Anne Widdecombe: Vote Labour... or next time shes naked.

[via Wherever You Are. Cheers!]
June 6, 2001
[politics] Fantastic portrait of Mrs. Thatcher in Northampton a few days ago from Matthew Parris. ‘…oblivious to the hands of worshippers reaching out to touch her, her expression said: “Make my day sonny, ask me a question.” “Why are you afraid of the euro?” asked Hayes. “What a question!” she snapped. “What a question.” Mr Hayes flinched. “As” — she stabbed him in the chest with an index finger — “a broadcaster” she stabbed again — “you should protect” — stab — “the pound”. Hayes began to back away into the crowd.
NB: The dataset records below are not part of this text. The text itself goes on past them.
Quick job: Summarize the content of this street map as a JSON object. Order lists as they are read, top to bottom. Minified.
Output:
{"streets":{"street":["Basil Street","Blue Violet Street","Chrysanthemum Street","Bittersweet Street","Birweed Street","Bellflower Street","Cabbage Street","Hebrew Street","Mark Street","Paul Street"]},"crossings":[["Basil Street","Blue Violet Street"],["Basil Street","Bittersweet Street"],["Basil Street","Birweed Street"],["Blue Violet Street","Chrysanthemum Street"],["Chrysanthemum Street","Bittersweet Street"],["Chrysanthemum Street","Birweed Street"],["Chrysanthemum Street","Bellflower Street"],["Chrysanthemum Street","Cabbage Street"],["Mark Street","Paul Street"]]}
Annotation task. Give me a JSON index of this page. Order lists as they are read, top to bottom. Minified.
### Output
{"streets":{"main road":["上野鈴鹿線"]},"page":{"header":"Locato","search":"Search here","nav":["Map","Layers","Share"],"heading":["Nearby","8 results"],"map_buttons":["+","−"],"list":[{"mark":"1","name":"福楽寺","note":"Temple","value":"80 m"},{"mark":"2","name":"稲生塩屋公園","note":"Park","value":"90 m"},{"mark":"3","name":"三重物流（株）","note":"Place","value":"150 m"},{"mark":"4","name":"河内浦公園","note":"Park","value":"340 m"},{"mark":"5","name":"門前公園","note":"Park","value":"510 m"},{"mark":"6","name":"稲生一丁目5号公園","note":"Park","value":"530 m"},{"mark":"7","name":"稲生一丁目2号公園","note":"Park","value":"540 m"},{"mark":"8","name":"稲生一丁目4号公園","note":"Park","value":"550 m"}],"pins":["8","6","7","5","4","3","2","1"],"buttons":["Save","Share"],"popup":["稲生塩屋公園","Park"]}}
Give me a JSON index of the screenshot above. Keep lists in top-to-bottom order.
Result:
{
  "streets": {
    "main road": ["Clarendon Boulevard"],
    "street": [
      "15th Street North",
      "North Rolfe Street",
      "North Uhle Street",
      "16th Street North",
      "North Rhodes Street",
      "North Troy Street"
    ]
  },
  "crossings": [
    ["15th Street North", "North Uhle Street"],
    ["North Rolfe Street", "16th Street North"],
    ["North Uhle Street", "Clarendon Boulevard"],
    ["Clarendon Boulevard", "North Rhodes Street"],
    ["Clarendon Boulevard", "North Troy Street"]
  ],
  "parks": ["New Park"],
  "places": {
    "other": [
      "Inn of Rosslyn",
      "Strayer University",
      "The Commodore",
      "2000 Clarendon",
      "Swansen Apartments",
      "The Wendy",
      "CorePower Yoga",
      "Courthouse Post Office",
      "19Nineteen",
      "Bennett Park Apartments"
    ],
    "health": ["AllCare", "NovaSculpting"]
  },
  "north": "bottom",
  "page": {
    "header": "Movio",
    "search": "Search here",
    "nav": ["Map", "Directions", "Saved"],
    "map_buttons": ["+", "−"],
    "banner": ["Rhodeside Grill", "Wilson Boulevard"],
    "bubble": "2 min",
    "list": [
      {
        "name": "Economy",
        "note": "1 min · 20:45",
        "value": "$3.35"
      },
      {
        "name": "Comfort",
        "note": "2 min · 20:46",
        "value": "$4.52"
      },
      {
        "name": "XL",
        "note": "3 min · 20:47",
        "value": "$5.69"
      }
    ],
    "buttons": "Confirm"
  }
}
She pursued him! Then she grabbed his mike like some kind of trophy and brandished it in front of his own crew’s camera. In much the same way the tribesmen of the Danekil in the Horn of Africa sport, on a necklace, the withered penises of the men they have killed in battle.’
June 5, 2001
[politics kinda] The BBC wonders: What happened to the Natural Law Party? ‘…while other candidates might bat around finer points of fiscal policy in a hypothetical TV debate, the NLP’s representative would likely wade in with the view that Britain’s problems were down to the fact the prime minister lived in a house with a south entrance. This was in fact one of the points made at the party’s third international convention, in 1996, when blame was also heaped upon the Channel Tunnel, which provided a south entrance to the UK. Such things go against the principles of Natural Law.’ [Related: Natural Law Party Website]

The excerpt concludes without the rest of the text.